TASK INPUTS Block Start
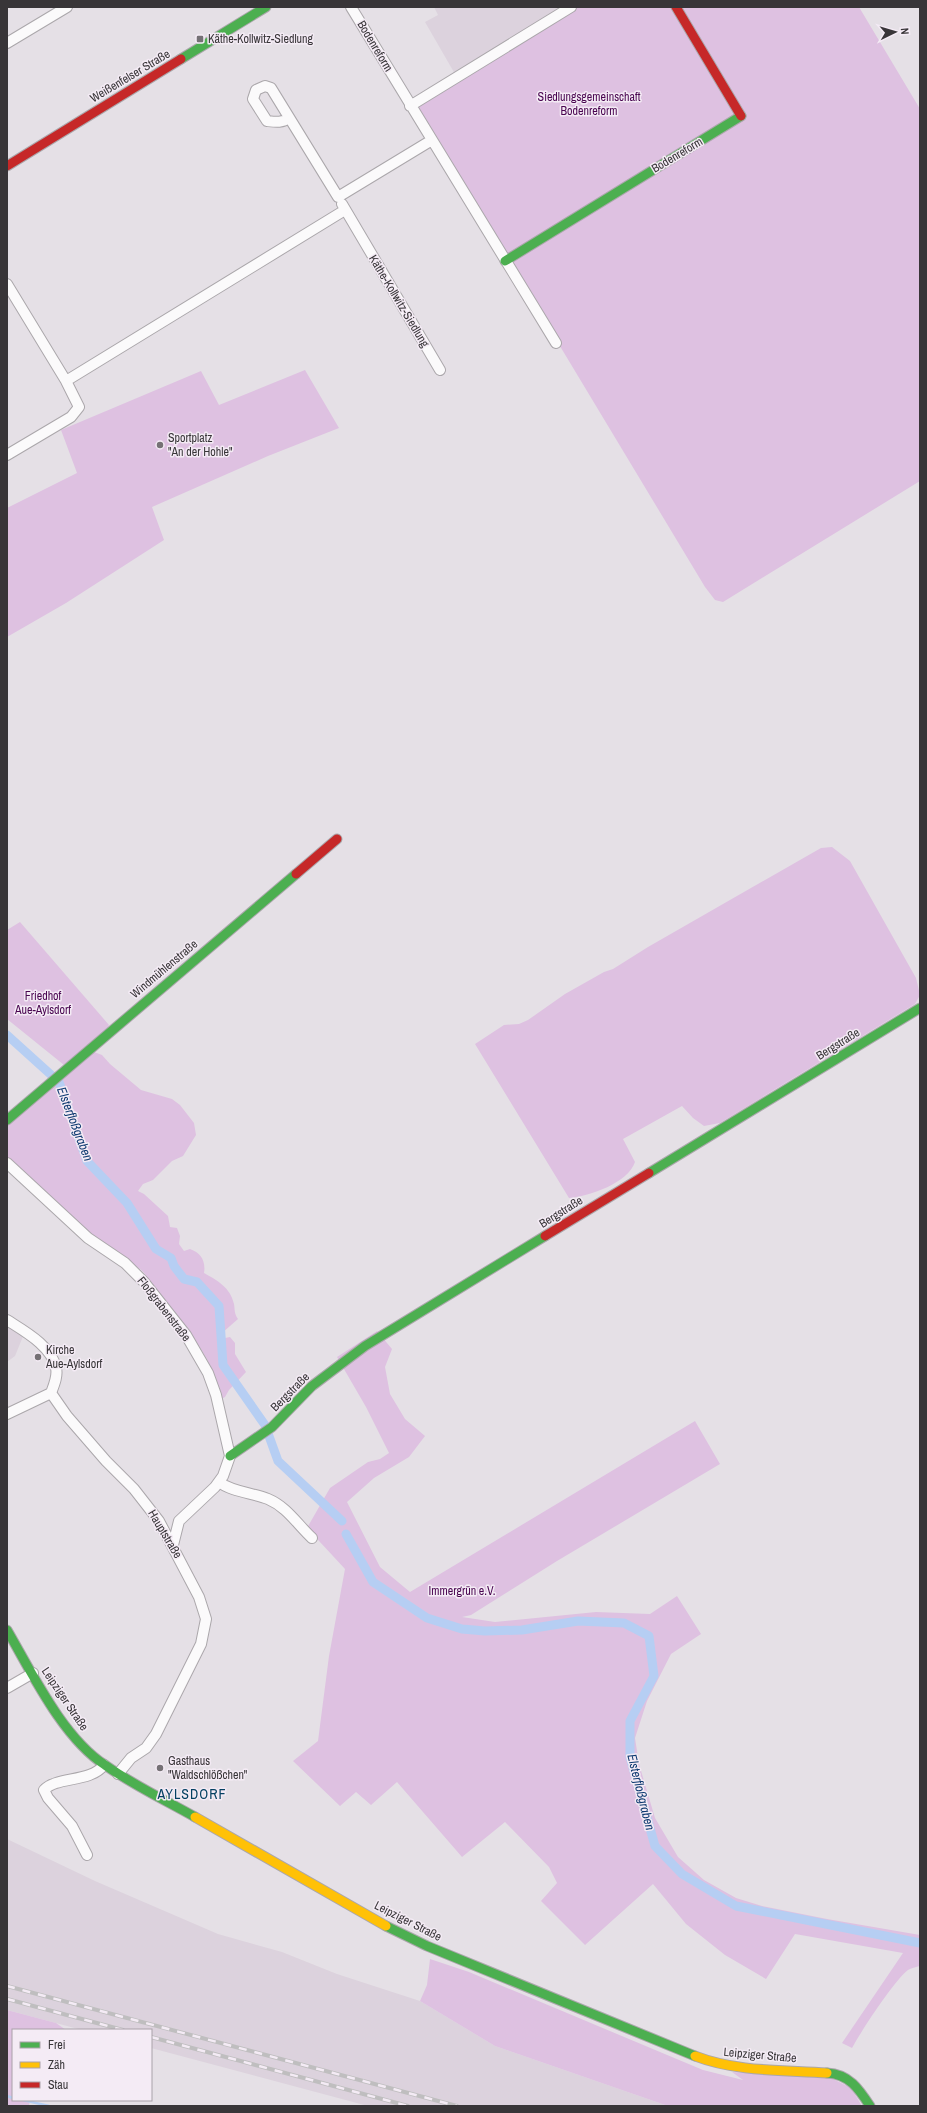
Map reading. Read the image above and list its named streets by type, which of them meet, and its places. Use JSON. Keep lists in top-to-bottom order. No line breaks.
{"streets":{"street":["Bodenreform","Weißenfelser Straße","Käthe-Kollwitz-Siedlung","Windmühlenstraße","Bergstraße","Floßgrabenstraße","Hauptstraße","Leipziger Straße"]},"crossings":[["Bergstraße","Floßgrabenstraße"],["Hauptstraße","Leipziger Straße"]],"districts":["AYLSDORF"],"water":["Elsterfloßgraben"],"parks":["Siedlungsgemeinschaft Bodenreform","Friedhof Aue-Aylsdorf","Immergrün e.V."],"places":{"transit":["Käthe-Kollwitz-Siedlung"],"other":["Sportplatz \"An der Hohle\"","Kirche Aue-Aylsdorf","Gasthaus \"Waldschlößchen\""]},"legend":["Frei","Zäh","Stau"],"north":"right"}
TASK INPUTS Block End
TASK INPUTS Block Start
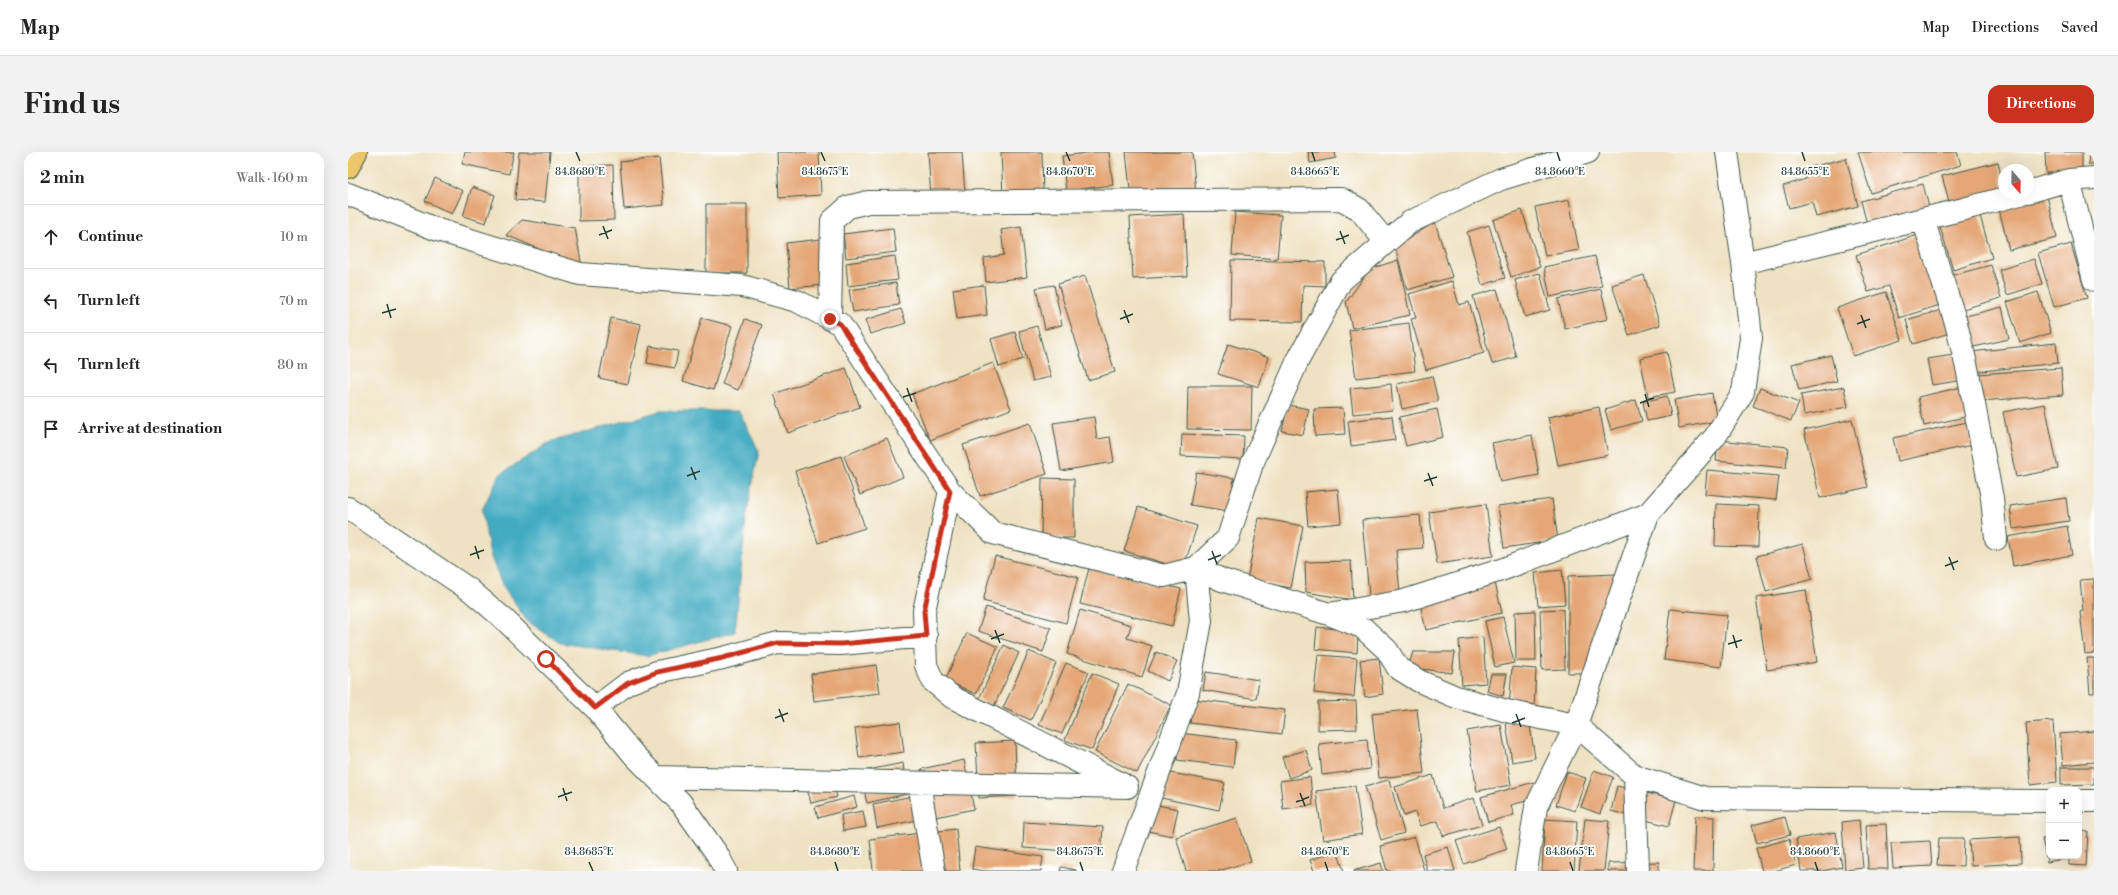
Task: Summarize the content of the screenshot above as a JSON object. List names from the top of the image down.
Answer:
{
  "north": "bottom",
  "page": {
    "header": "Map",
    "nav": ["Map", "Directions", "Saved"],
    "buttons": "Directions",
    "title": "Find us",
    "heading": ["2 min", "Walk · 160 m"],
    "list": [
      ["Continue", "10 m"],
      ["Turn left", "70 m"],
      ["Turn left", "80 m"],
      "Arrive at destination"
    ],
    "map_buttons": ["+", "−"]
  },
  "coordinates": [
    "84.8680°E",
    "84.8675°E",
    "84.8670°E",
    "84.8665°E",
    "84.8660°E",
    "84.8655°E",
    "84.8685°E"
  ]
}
TASK INPUTS Block End
TASK INPUTS Block Start
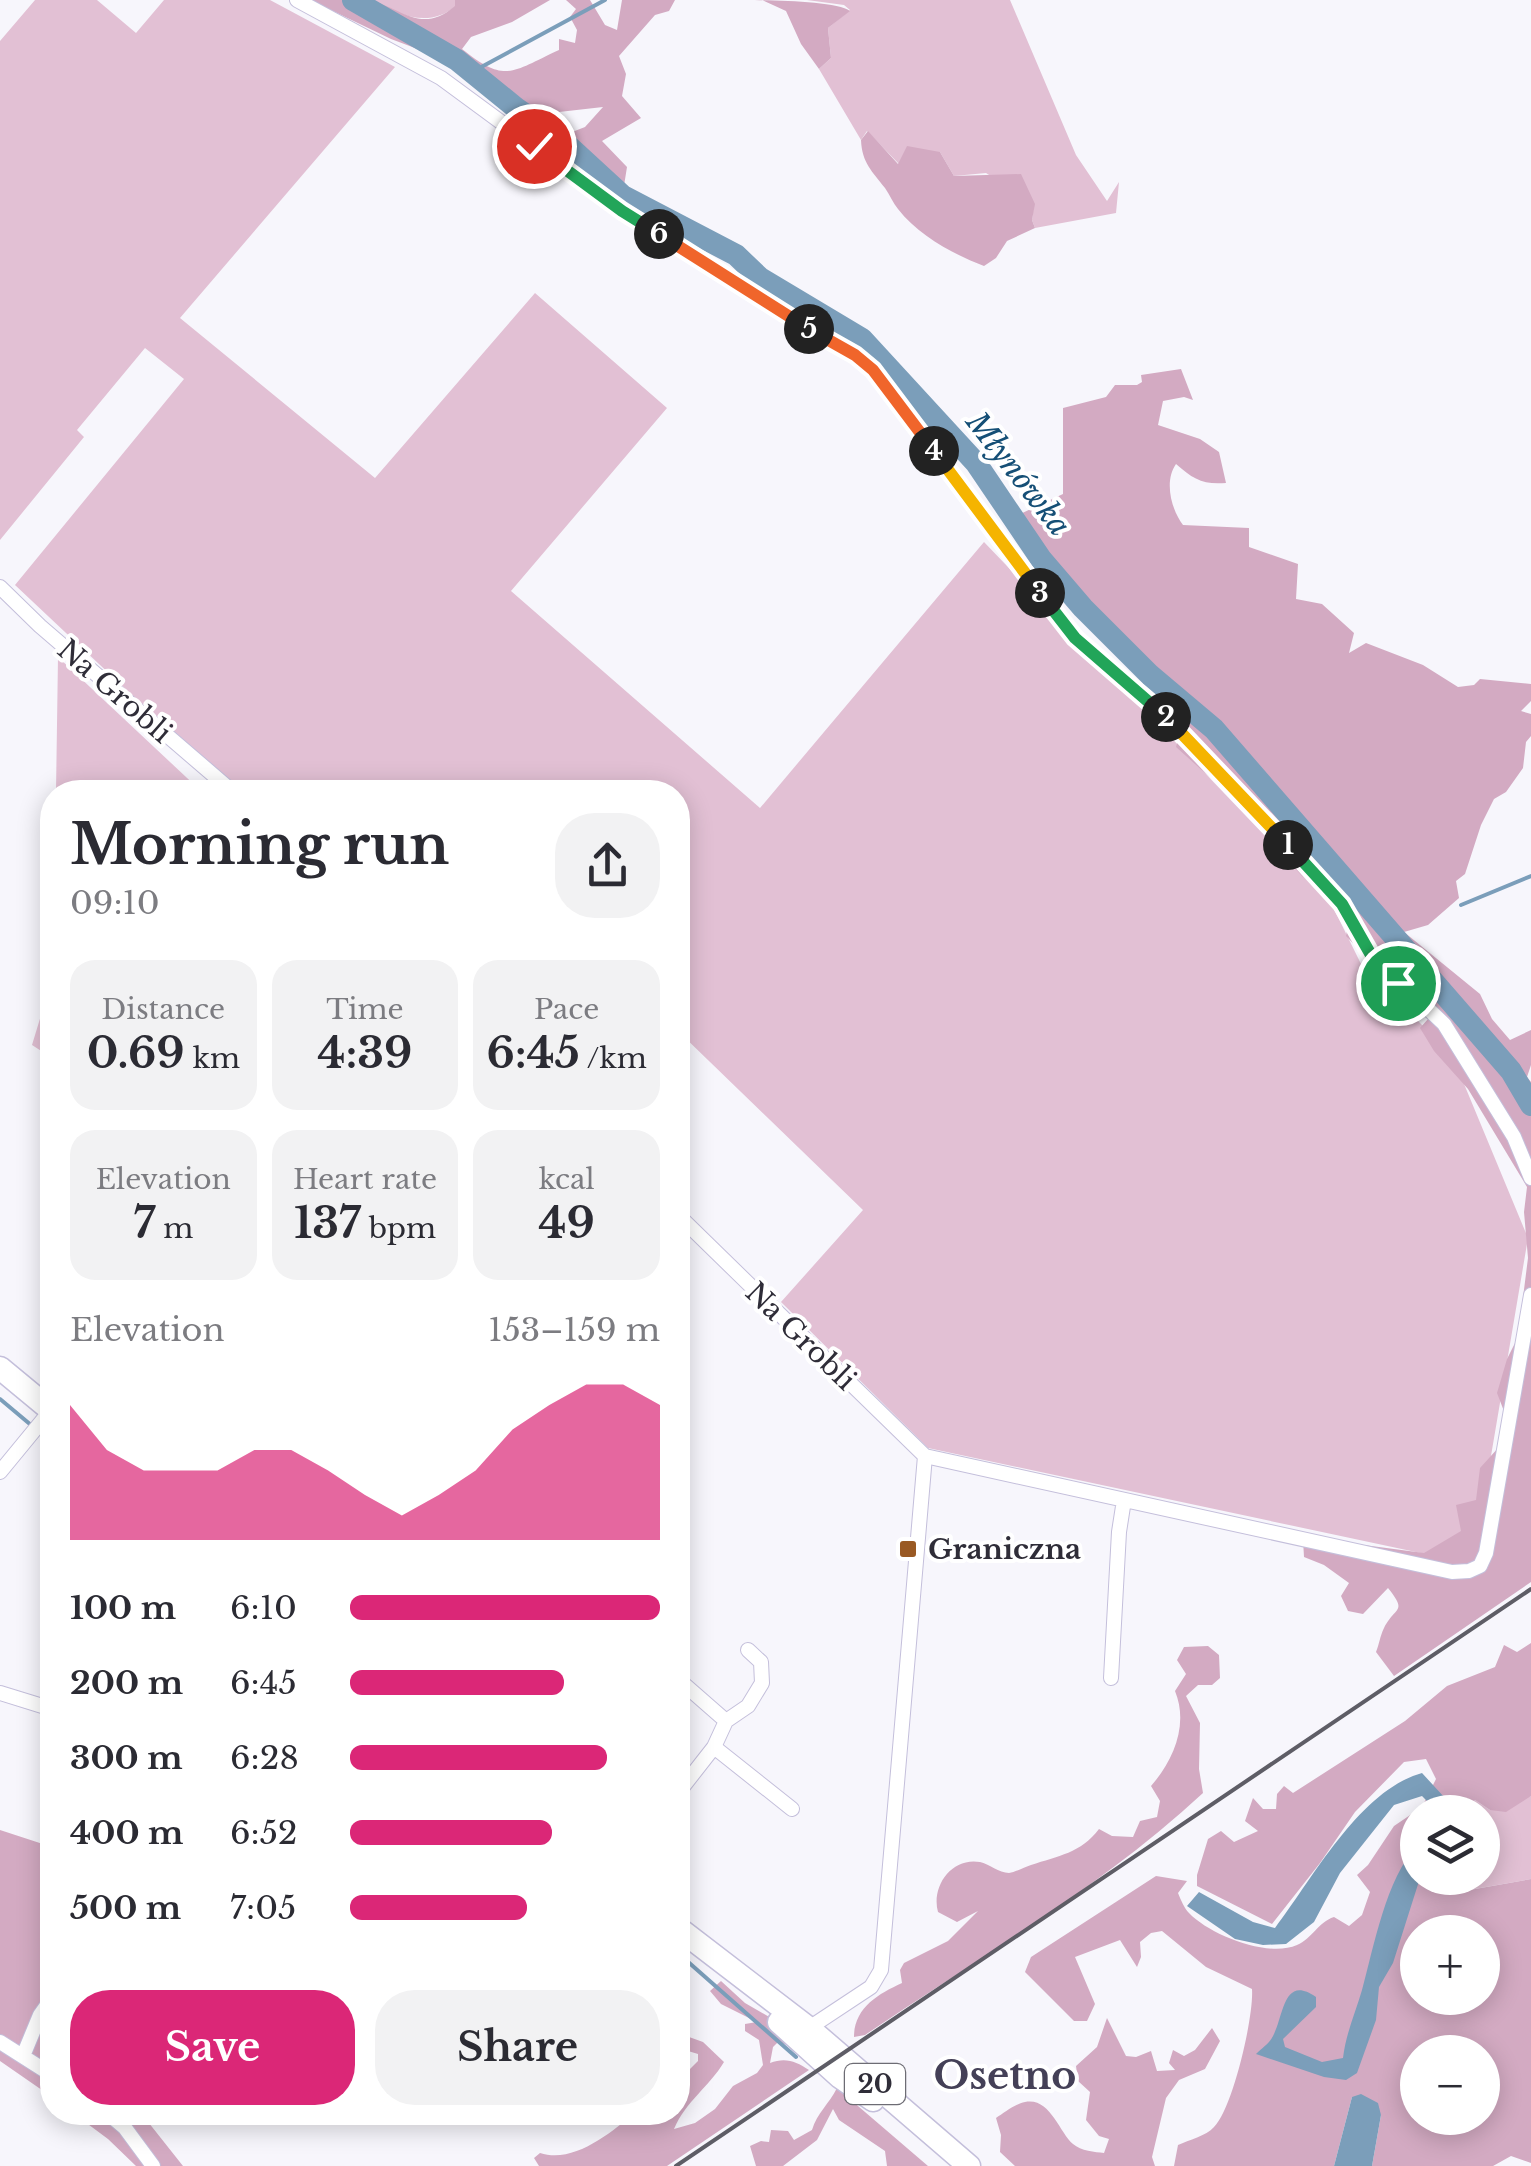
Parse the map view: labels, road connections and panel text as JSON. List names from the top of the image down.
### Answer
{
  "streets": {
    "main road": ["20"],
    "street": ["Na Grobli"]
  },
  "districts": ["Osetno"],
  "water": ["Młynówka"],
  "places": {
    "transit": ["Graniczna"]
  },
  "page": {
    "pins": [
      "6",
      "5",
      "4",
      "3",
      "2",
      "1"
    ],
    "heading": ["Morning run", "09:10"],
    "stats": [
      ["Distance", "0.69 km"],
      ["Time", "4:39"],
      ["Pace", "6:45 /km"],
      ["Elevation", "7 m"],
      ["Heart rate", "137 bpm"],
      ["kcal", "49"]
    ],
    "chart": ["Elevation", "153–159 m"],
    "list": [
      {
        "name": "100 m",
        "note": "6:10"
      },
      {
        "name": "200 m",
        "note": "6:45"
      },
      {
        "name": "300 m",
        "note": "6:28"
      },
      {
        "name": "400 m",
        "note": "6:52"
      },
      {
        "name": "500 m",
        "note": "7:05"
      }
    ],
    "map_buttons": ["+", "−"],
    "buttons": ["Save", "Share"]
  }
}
TASK INPUTS Block End
_WHAT THIS TASK INVOLVES:_ Copy out each line of the entries where the word "names" is found.

_EXERCISE ANSWER:_
Task: Summarize the content of the screenshot above as a JSON object. List names from the top of the image down.
Parse the map view: labels, road connections and panel text as JSON. List names from the top of the image down.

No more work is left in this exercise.